Tuesday, December 15, 2009

Dreamin' Big

I was stalked for a good chunk of hours today by an ultra crazy super homosexual tweaker. No joke, It went on for hours. He said I am "smart, special, and dream big like him therefore trustworthy of his secret information". Geez, Aren't I the lucky one.

The top shelf crazy person rambling classics were including but not limited to:
Janet Jackson stole his ideas.
The Law of Relativity.
His help in discovering "matter as we see it".
The obscene gluttony of Hollywood.
He is leaving in 1 hour and also tomorrow for a nuclear symposium in San Fransisco.
How I should make clothing for Angelina Jolie.
AND
How he has scientifically proven "Miracles".

The cherry on top of this gateau is that after he left, he returned about and hour or so later. He proceeded to fill out 8 postcards all made out to me with a little salutation and his signature. They all say "Hollywood Dress" on them for some reason. Then unbelievably he gave me his normal mail (all with stamps and his return address mind you) and asked me to go ahead and just
"mail these off for him". I said, "Dude, I don't even have a mail receptacle here". He said, "Well, you know... Whenever you get around to it".
You know I took that fucking mail.
You know I took that mail because I want to open that mail.
I will open that crazy-ass mail because I want to see what crazy dudes say to their crazy friends in their Christmas cards.
In a way, it's even better than finding crazy shit.
Maybe from here on out they should just bring it directly to me.

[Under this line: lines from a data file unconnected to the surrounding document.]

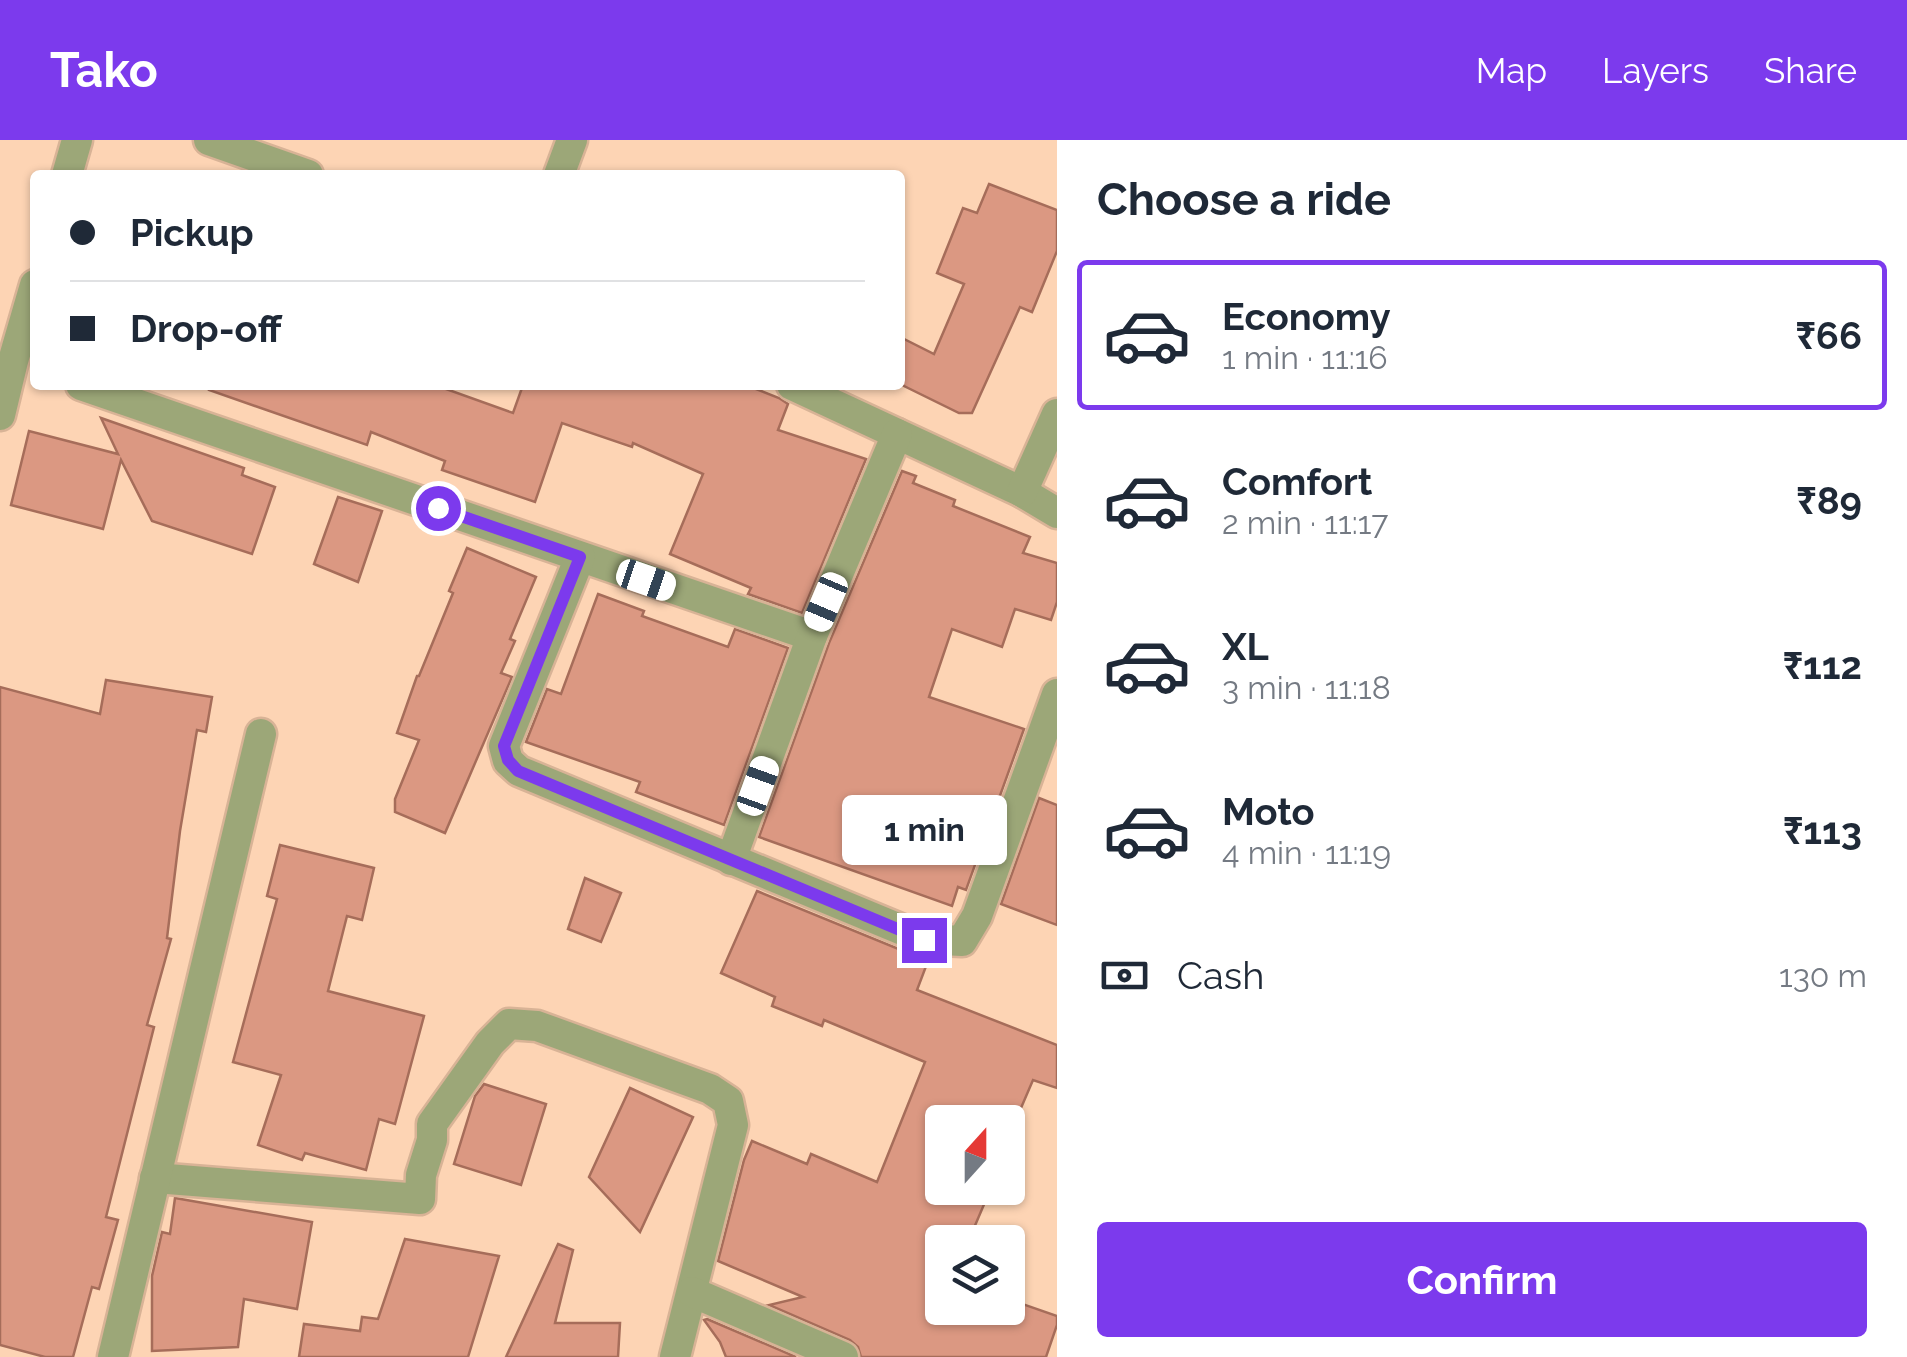 <!DOCTYPE html>
<meta charset="utf-8">
<style>
:root{--surface:#fff;--page:#f6f6f7;--text:#1f2937;--muted:#747a83;--line:#e0e1e3;--accent:#7c3aed}
body{margin:0;font-family:Raleway,sans-serif;background:var(--page);color:var(--text);height:100vh;display:flex;flex-direction:column;font-size:38px;white-space:nowrap}
*{box-sizing:border-box;margin:0}
p{font-size:32px;color:var(--muted)}
.icon{flex:none;width:55px;height:55px;fill:none;stroke:currentColor;stroke-width:2;stroke-linecap:round;stroke-linejoin:round}
.map{position:relative;flex:1;overflow:hidden}
.sheet{display:flex;flex-direction:column;background:var(--surface);width:850px}
.sheet>*{flex:none}
.hud{position:absolute;left:30px;top:30px;width:875px;height:220px;border-radius:10px;box-shadow:0 2px 8px #0004;display:grid;align-content:center;height:220px;padding:0 40px;background:var(--surface)}
.needle{width:65px;rotate:21deg}
.buttons{position:absolute;left:925px;top:965px;display:grid;gap:20px}
.buttons a{display:grid;place-items:center;width:100px;height:100px;border-radius:10px;background:var(--surface);box-shadow:0 2px 8px #0004;font-size:50px}
.end{position:absolute;width:45px;height:45px;margin:-22px;border:12px solid #7c3aed;background:#fff;box-shadow:0 0 0 5px #fff}
.from{border-radius:50%}
.bubble{position:absolute;height:70px;border-radius:10px;background:var(--surface);box-shadow:0 2px 8px #0004;font-size:32px;font-weight:700;line-height:70px;text-align:center}
.car{position:absolute;width:30px;height:60px;margin:-30px -15px;border-radius:12px;box-shadow:0 0 8px 2px #0007;background:linear-gradient(#fff 24%,#345 0 40%,#fff 0 76%,#345 0 86%,#fff 0)}
.hud b{display:flex;align-items:center;gap:35px;height:95px;font-size:38px}
.hud b+b{border-top:2px solid var(--line)}
.hud i{width:25px;height:25px;background:var(--text)}
ul{padding:0;list-style:none}
li{display:flex;align-items:center;gap:30px;height:150px;margin:0 20px 15px;padding:0 20px;border:5px solid transparent;border-radius:10px}
li div{flex:1}
li b{display:block;font-size:38px}
li em{font-style:normal;font-weight:700}
li.active{border-color:var(--accent)}
li>.icon{width:90px;height:90px;stroke-width:1.5}
h2{padding:0 40px;font-size:45px;line-height:120px}
.pay{display:flex;align-items:center;gap:25px;height:110px;padding:0 40px;font-size:38px}
.pay p{margin-inline-start:auto}
.button{display:flex;gap:20px;margin-top:auto;padding:20px 40px}
.button a{flex:1;height:115px;border-radius:10px;background:var(--accent);color:#fff;font-size:40px;font-weight:700;line-height:115px;text-align:center}
header{display:flex;align-items:center;gap:60px;box-sizing:border-box;height:140px;padding:0 50px;background:var(--accent);color:#fff}
header strong{font-size:48px}
nav{display:flex;gap:55px;margin-inline-start:auto;font-size:35px}
main{display:flex;flex:1;min-height:0}
.map>svg:first-child{display:block}
.building{fill:#db9882;stroke:#a66d5a;stroke-width:2.5}
.lines{fill:none;stroke-linecap:round;stroke-linejoin:round}
.minor-casing{stroke:#d8b396;stroke-width:35}
.minor{stroke:#9ca778;stroke-width:30}
.route{stroke:#7c3aed;stroke-width:12}
</style>
<header>
<strong>Tako</strong>
<nav><a>Map</a><a>Layers</a><a>Share</a></nav>
</header>
<main>
<div class="map">
<svg width="1057" height="1217" viewBox="0 0 1057 1217">
<rect width="100%" height="100%" fill="#fdd4b4"/>
<g class="building">
<path d="M989,44L1057,70V111L1032,172L1020,167L972,273H959L900,244V197L934,214L964,144L937,133L963,68L977,73Z"/>
<path d="M210,245H435L513,273L523,245H746L779,258L788,264L778,290L866,319L802,473L748,454L751,448L670,414L703,334L633,303L632,307L562,283L535,362L442,330L445,321L371,292L367,305L209,250Z"/>
<path d="M101,278L244,328L242,335L275,347L252,414L152,381L121,320L103,389L11,365L29,291L118,314Z"/>
<path d="M902,331L916,336L913,343L955,360L953,366L1030,397L1023,413L1057,423V462L1051,480L1015,469L1002,507L952,489L929,557L1024,589L966,750L958,747L952,766L759,697L829,503Z"/>
<path d="M338,357L382,371L358,442L314,424Z"/>
<path d="M467,408L536,437L510,499L515,501L501,533L512,537L445,693L395,672V659L419,600L397,593L417,536H419L453,453L449,451Z"/>
<path d="M598,454L644,471L642,476L728,507L735,489L788,508L724,685L636,652L640,642L526,602L547,549L561,554Z"/>
<path d="M106,540L212,557L206,592L197,590L180,691L167,798L171,799L147,885L154,887L106,1077L118,1080L99,1149L92,1147L73,1217H45L0,1205V547L100,574Z"/>
<path d="M1039,658L1057,665V785L1001,764Z"/>
<path d="M280,705L374,728L362,780L347,776L328,851L424,876L395,984L379,979L366,1030L305,1013L302,1020L258,1005L281,935L233,922L277,759L267,756Z"/>
<path d="M585,738L621,753L601,802L568,789Z"/>
<path d="M757,751L928,821L917,850L1057,905V948L1033,940L1015,982H942V1048H991L968,1102H942V1168H1008V1159L1057,1176V1185L1046,1217H861L858,1207L850,1200L769,1165L803,1157L718,1121L744,1020L752,1001L807,1024L811,1014L877,1042L925,922L824,880L822,886L772,866L775,857L721,833Z"/>
<path d="M484,944L546,964L521,1045L454,1024L475,956Z"/>
<path d="M630,948L693,977L640,1092L589,1037Z"/>
<path d="M175,1058L312,1082L297,1169L244,1159L238,1207L152,1211V1136L162,1092L170,1094Z"/>
<path d="M405,1099L499,1116L468,1217H299L304,1184L360,1191L362,1177L378,1179Z"/>
<path d="M558,1104L573,1110L555,1183H620L618,1217H506Z"/>
<path d="M707,1179L796,1217H726L720,1202L704,1180Z"/>
</g>
<g class="lines">
<defs>
<g id="minor">
<path d="M209,0L308,35"/>
<path d="M67,35L77,0"/>
<path d="M559,35L572,0"/>
<path d="M81,245L812,496"/>
<path d="M792,245L1022,352L1057,373"/>
<path d="M0,275L13,221L35,145"/>
<path d="M1022,352L1057,274"/>
<path d="M580,417L504,606L508,621L519,631L924,799L962,801L977,776L1057,554"/>
<path d="M731,720L812,496L897,294"/>
<path d="M155,1038L420,1059L421,1035L432,1000V984L490,903L509,884L537,886L710,949L728,961L733,985L675,1217"/>
<path d="M692,1152L843,1217"/>
<path d="M113,1217L261,594"/>
</g>
</defs>
<use href="#minor" class="minor-casing"/>
<use href="#minor" class="minor"/>
</g>
<g class="lines">
<path class="route" d="M438,368L580,417L504,606L508,620L518,631L924,800"/>
</g>
</svg>
<div class="buttons">
<a><svg class="needle" viewBox="-14 -14 28 28"><path d="M0-13l5 13h-10z" fill="#e53935"/><path d="M0 13l5-13h-10z" fill="#747a83"/></svg></a>
<a><svg class="icon" aria-label="layers" viewBox="0 0 24 24"><path d="M12 4l9 5-9 5-9-5zM3 14l9 5 9-5"/></svg></a>
</div>
<i class="end from" style="left:438px;top:368px"></i>
<i class="end" style="left:924px;top:800px"></i>
<div class="bubble" style="left:842px;top:655px;width:165px">1 min</div>
<i class="car" style="left:646px;top:440px;rotate:109deg"></i>
<i class="car" style="left:826px;top:462px;rotate:203deg"></i>
<i class="car" style="left:758px;top:646px;rotate:20deg"></i>
<div class="hud">
<b><i class="from"></i>Pickup</b>
<b><i></i>Drop-off</b>
</div>
</div>
<section class="sheet">
<h2>Choose a ride</h2>
<ul>
<li class="active"><svg class="icon" aria-label="car" viewBox="0 0 24 24"><path d="M5 17H2v-5l4-1 3-4h7l3 4 3 1v5h-3M9 17h6M6 11h13"/><circle cx="7" cy="17" r="2"/><circle cx="17" cy="17" r="2"/></svg><div><b>Economy</b><p>1 min · 11:16</p></div><em>₹66</em></li>
<li><svg class="icon" aria-label="car" viewBox="0 0 24 24"><path d="M5 17H2v-5l4-1 3-4h7l3 4 3 1v5h-3M9 17h6M6 11h13"/><circle cx="7" cy="17" r="2"/><circle cx="17" cy="17" r="2"/></svg><div><b>Comfort</b><p>2 min · 11:17</p></div><em>₹89</em></li>
<li><svg class="icon" aria-label="car" viewBox="0 0 24 24"><path d="M5 17H2v-5l4-1 3-4h7l3 4 3 1v5h-3M9 17h6M6 11h13"/><circle cx="7" cy="17" r="2"/><circle cx="17" cy="17" r="2"/></svg><div><b>XL</b><p>3 min · 11:18</p></div><em>₹112</em></li>
<li><svg class="icon" aria-label="car" viewBox="0 0 24 24"><path d="M5 17H2v-5l4-1 3-4h7l3 4 3 1v5h-3M9 17h6M6 11h13"/><circle cx="7" cy="17" r="2"/><circle cx="17" cy="17" r="2"/></svg><div><b>Moto</b><p>4 min · 11:19</p></div><em>₹113</em></li>
</ul>
<div class="pay"><svg class="icon" aria-label="cash" viewBox="0 0 24 24"><path d="M3 7h18v10H3z"/><circle cx="12" cy="12" r="2"/></svg>Cash<p>130 m</p></div>
<div class="button"><a>Confirm</a></div>
</section>
</main>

He gets a special nice relaxing "lets bring it down a notch or two" while we wait for our meds to kick in crazy person dedication song.
He gets Deep Day Blue, I think.
It's over there on the left in my Tumb/Twit thing.
Fountain

3 comments:

Anonymous said...

Seriously, I think I know that guy. Please tell me his name. I hope to God it's not who I think it is. I love you peanut. Love, Emmy

Average Squirrel said...

Robert. His name is Robert.
That's fuck up though because I guess I am going to need to break up with him now if you were with him first.
Dating your friends exes is a no go.

Anonymous said...

Hmmm nope, not the guy after all. Mine's a Todd. Although I wouldn't be surprised if Robert sent Todd one of his crazy Christmas cards and then they could share their conspiracy theories and paranoia together.

Robert's all yours, boo. I already got my crazy gay guy.